[Stored dataset items]
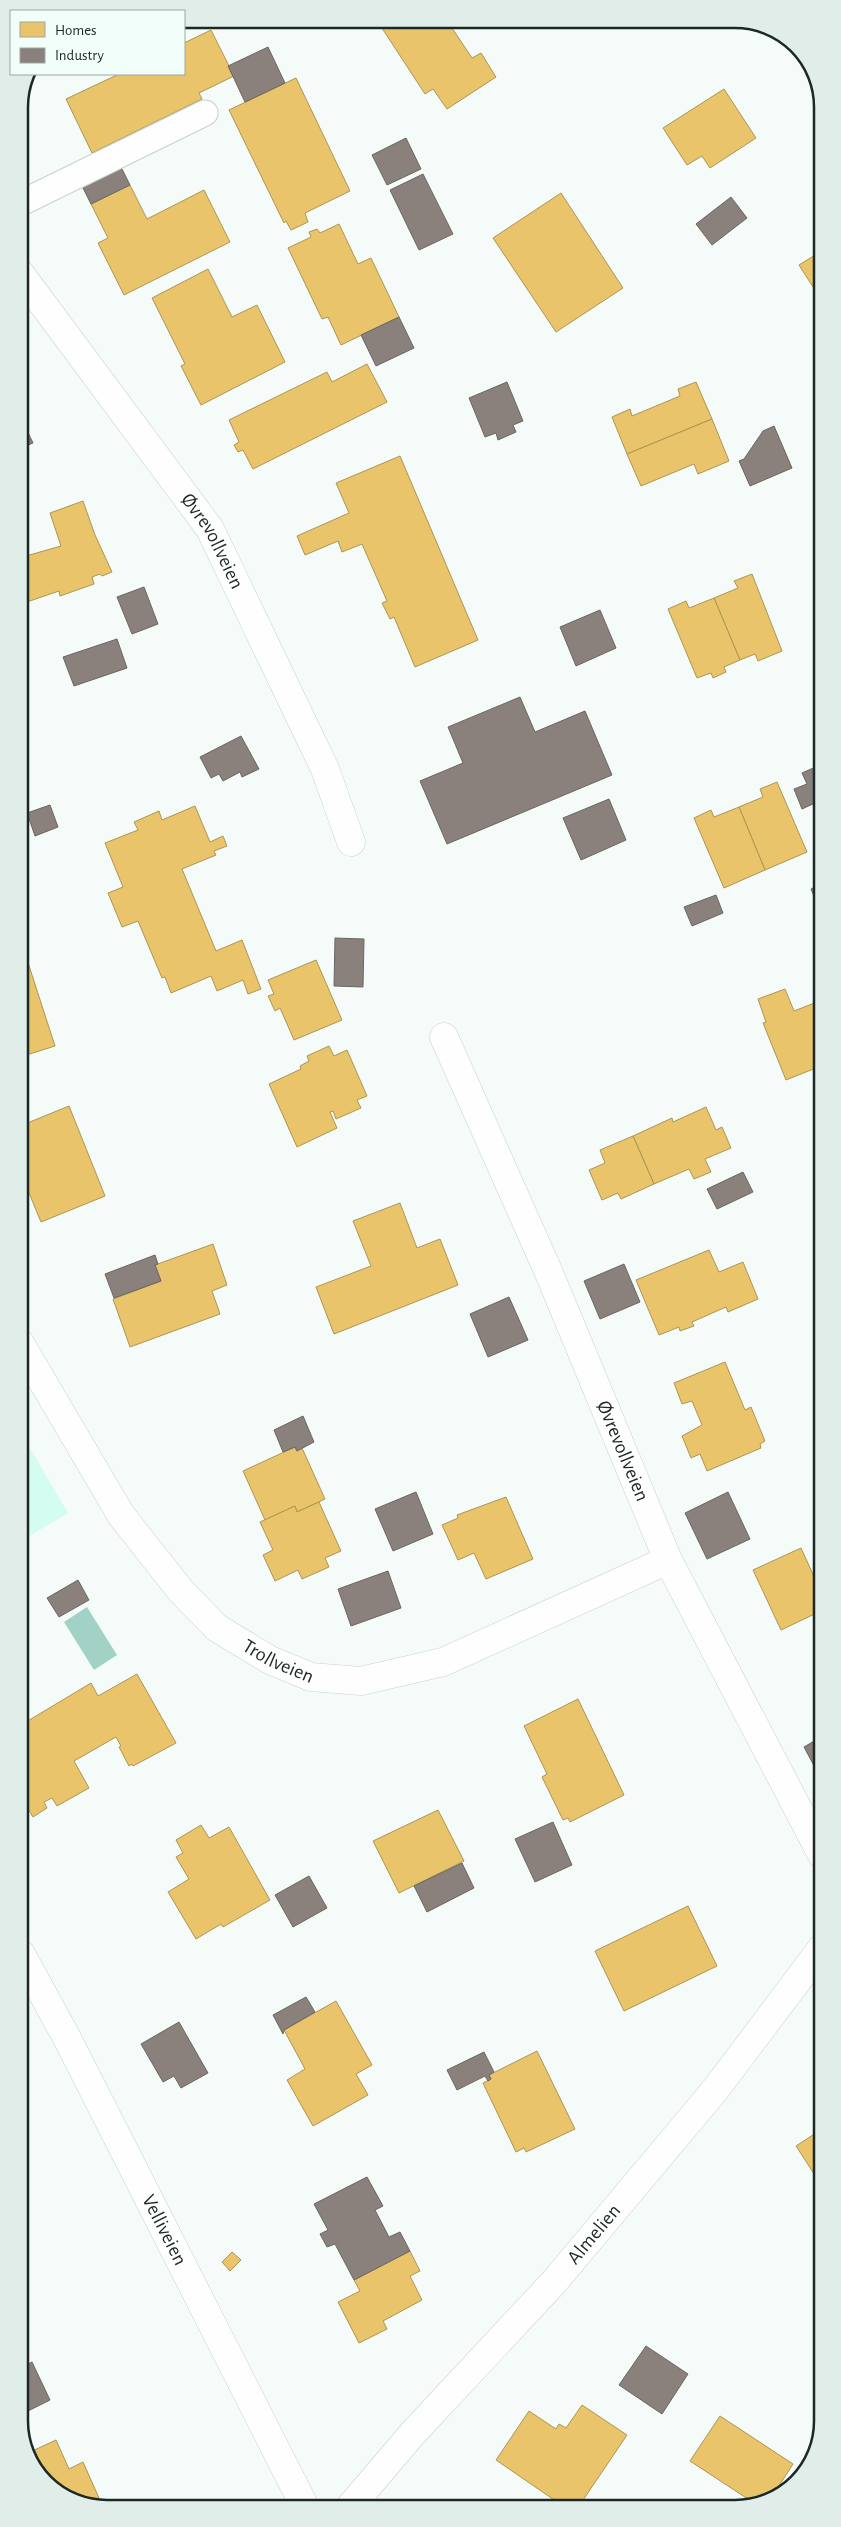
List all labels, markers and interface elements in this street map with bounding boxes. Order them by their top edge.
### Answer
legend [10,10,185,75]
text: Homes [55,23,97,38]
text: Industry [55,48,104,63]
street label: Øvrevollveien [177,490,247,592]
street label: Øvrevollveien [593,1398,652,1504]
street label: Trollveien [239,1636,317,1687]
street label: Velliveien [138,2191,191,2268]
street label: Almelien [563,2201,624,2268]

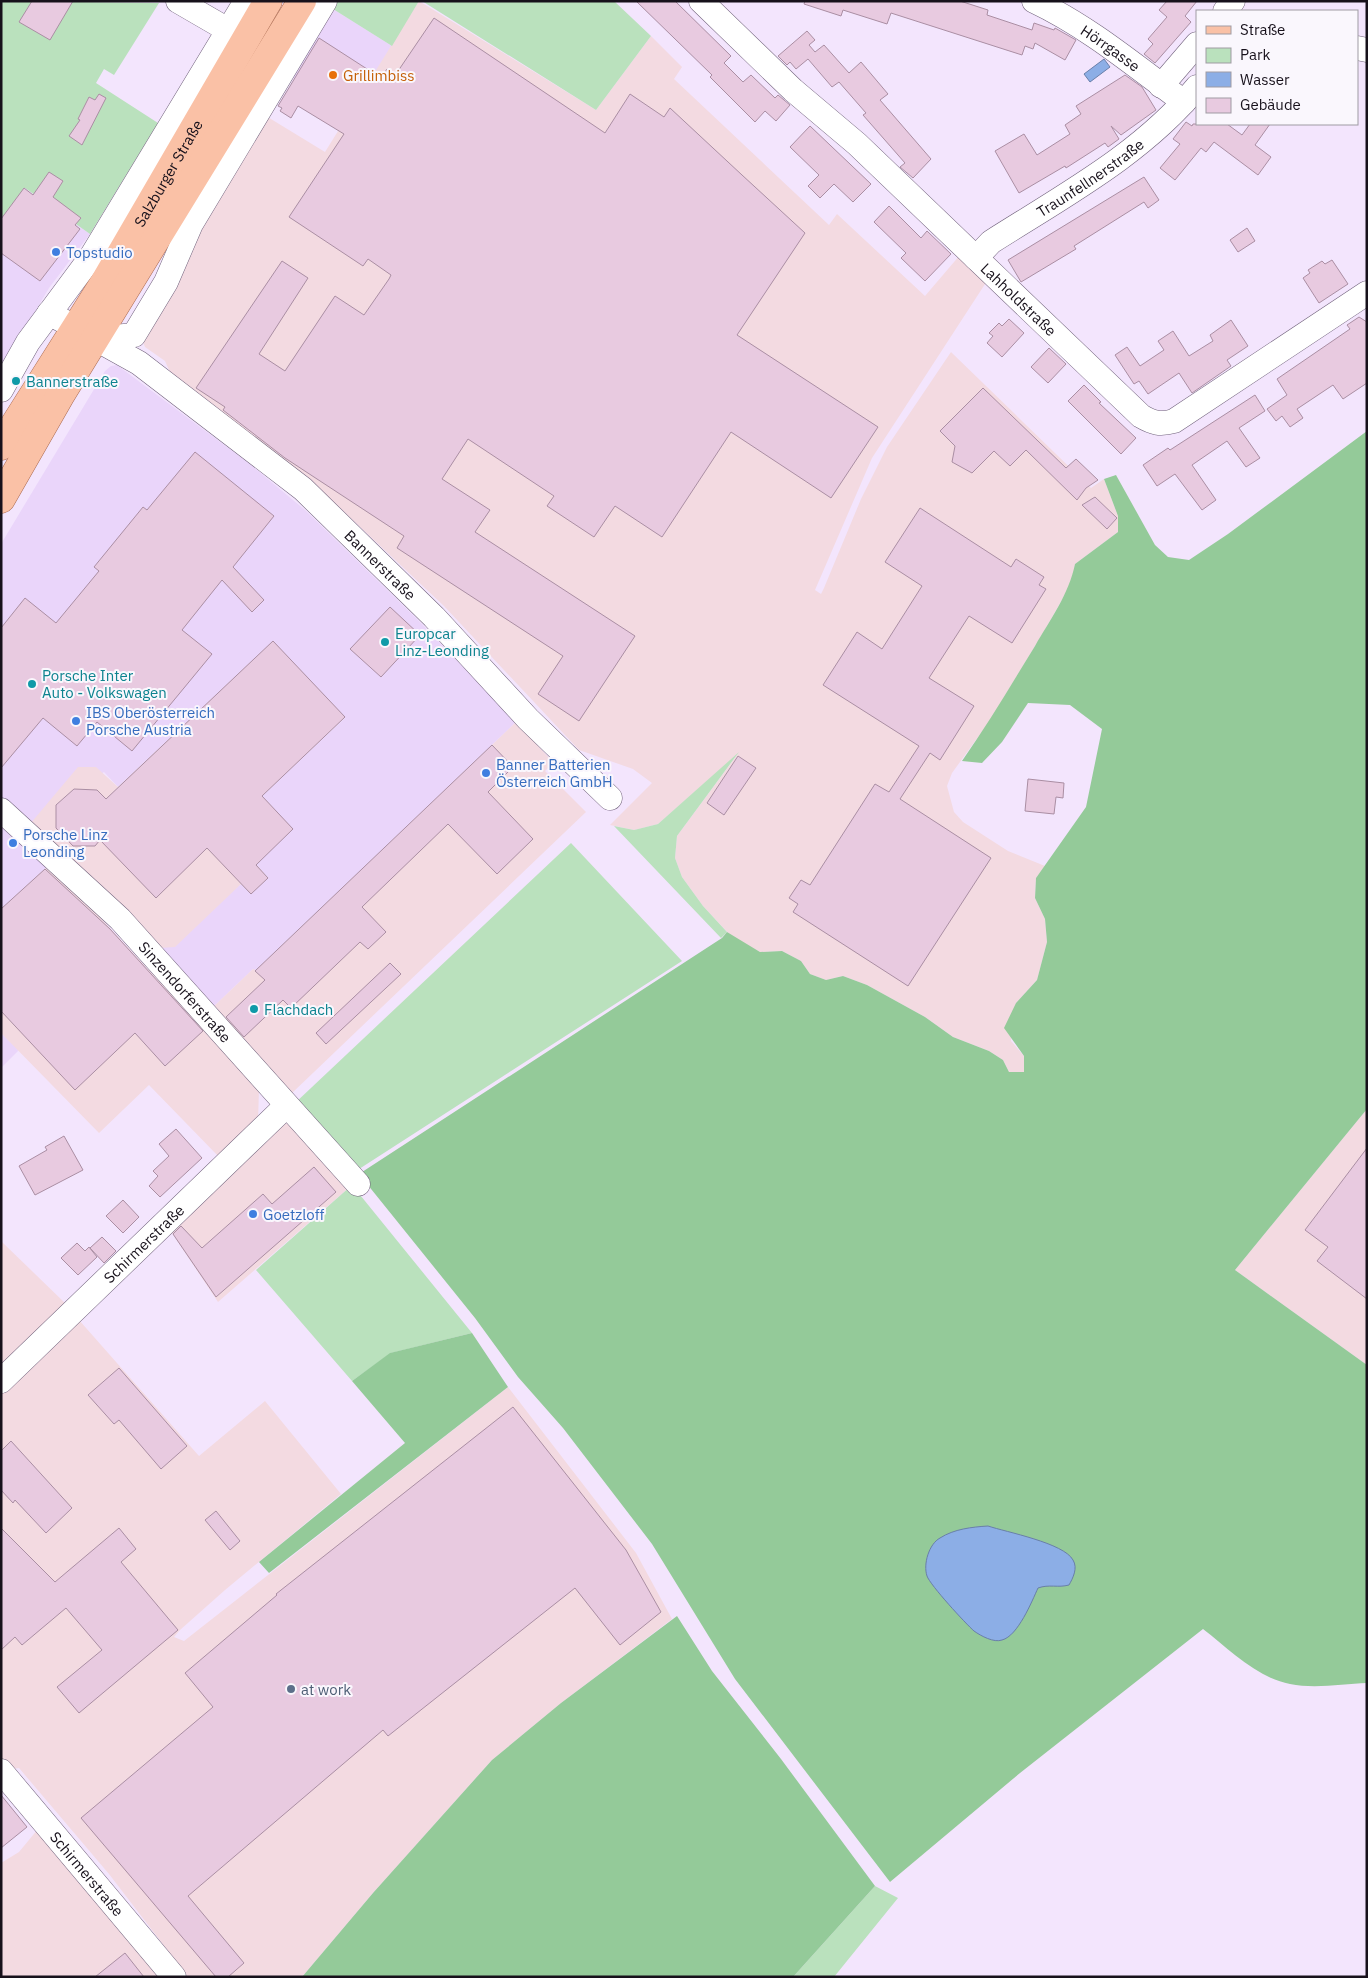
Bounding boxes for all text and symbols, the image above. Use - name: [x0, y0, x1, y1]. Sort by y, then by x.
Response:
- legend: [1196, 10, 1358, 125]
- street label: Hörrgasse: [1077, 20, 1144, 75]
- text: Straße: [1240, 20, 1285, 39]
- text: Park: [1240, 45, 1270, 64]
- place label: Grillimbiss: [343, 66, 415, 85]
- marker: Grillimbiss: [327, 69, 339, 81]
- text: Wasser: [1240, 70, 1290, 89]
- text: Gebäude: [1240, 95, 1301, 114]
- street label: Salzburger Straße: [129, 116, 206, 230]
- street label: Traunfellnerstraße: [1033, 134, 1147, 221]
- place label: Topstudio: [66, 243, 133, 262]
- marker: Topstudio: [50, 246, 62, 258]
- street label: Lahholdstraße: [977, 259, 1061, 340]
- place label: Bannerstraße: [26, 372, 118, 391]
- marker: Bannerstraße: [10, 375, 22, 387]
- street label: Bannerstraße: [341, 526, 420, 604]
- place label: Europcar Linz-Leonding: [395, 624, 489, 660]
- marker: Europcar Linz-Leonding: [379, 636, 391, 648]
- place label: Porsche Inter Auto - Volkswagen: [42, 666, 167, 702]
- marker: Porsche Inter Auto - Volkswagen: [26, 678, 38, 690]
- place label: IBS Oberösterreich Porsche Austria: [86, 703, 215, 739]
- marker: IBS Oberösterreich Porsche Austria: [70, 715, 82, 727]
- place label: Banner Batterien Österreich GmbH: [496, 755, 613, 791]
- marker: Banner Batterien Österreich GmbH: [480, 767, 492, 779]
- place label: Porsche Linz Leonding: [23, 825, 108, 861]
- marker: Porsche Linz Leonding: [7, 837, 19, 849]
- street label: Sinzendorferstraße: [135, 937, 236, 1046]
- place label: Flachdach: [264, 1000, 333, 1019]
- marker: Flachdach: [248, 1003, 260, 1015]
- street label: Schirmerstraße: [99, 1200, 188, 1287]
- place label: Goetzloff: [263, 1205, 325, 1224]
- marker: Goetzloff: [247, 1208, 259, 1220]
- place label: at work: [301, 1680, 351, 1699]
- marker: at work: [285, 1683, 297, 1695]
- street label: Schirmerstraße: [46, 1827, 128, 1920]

* Problem requirements:
Repeat every record above exactly, but leave out any pictures.

* Solved problem:
List all labels, markers and interface elements in this street map with bounding boxes. Order them by their top edge.
### Answer
legend [10,10,185,75]
text: Homes [55,23,97,38]
text: Industry [55,48,104,63]
street label: Øvrevollveien [177,490,247,592]
street label: Øvrevollveien [593,1398,652,1504]
street label: Trollveien [239,1636,317,1687]
street label: Velliveien [138,2191,191,2268]
street label: Almelien [563,2201,624,2268]

Bounding boxes for all text and symbols, the image above. Use - name: [x0, y0, x1, y1]. Sort by y, then by x.
Response:
- legend: [1196, 10, 1358, 125]
- street label: Hörrgasse: [1077, 20, 1144, 75]
- text: Straße: [1240, 20, 1285, 39]
- text: Park: [1240, 45, 1270, 64]
- place label: Grillimbiss: [343, 66, 415, 85]
- marker: Grillimbiss: [327, 69, 339, 81]
- text: Wasser: [1240, 70, 1290, 89]
- text: Gebäude: [1240, 95, 1301, 114]
- street label: Salzburger Straße: [129, 116, 206, 230]
- street label: Traunfellnerstraße: [1033, 134, 1147, 221]
- place label: Topstudio: [66, 243, 133, 262]
- marker: Topstudio: [50, 246, 62, 258]
- street label: Lahholdstraße: [977, 259, 1061, 340]
- place label: Bannerstraße: [26, 372, 118, 391]
- marker: Bannerstraße: [10, 375, 22, 387]
- street label: Bannerstraße: [341, 526, 420, 604]
- place label: Europcar Linz-Leonding: [395, 624, 489, 660]
- marker: Europcar Linz-Leonding: [379, 636, 391, 648]
- place label: Porsche Inter Auto - Volkswagen: [42, 666, 167, 702]
- marker: Porsche Inter Auto - Volkswagen: [26, 678, 38, 690]
- place label: IBS Oberösterreich Porsche Austria: [86, 703, 215, 739]
- marker: IBS Oberösterreich Porsche Austria: [70, 715, 82, 727]
- place label: Banner Batterien Österreich GmbH: [496, 755, 613, 791]
- marker: Banner Batterien Österreich GmbH: [480, 767, 492, 779]
- place label: Porsche Linz Leonding: [23, 825, 108, 861]
- marker: Porsche Linz Leonding: [7, 837, 19, 849]
- street label: Sinzendorferstraße: [135, 937, 236, 1046]
- place label: Flachdach: [264, 1000, 333, 1019]
- marker: Flachdach: [248, 1003, 260, 1015]
- street label: Schirmerstraße: [99, 1200, 188, 1287]
- place label: Goetzloff: [263, 1205, 325, 1224]
- marker: Goetzloff: [247, 1208, 259, 1220]
- place label: at work: [301, 1680, 351, 1699]
- marker: at work: [285, 1683, 297, 1695]
- street label: Schirmerstraße: [46, 1827, 128, 1920]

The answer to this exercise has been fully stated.